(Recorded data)
* * * * *
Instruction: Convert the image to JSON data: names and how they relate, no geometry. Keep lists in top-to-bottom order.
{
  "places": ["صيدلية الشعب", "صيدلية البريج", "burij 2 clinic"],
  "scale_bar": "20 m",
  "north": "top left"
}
* * * * *
> _What is required_: Would you repeat each line above exactly as it stands?

> _Reply to the task_:
Instruction: Convert the image to JSON data: names and how they relate, no geometry. Keep lists in top-to-bottom order.
{
  "places": ["صيدلية الشعب", "صيدلية البريج", "burij 2 clinic"],
  "scale_bar": "20 m",
  "north": "top left"
}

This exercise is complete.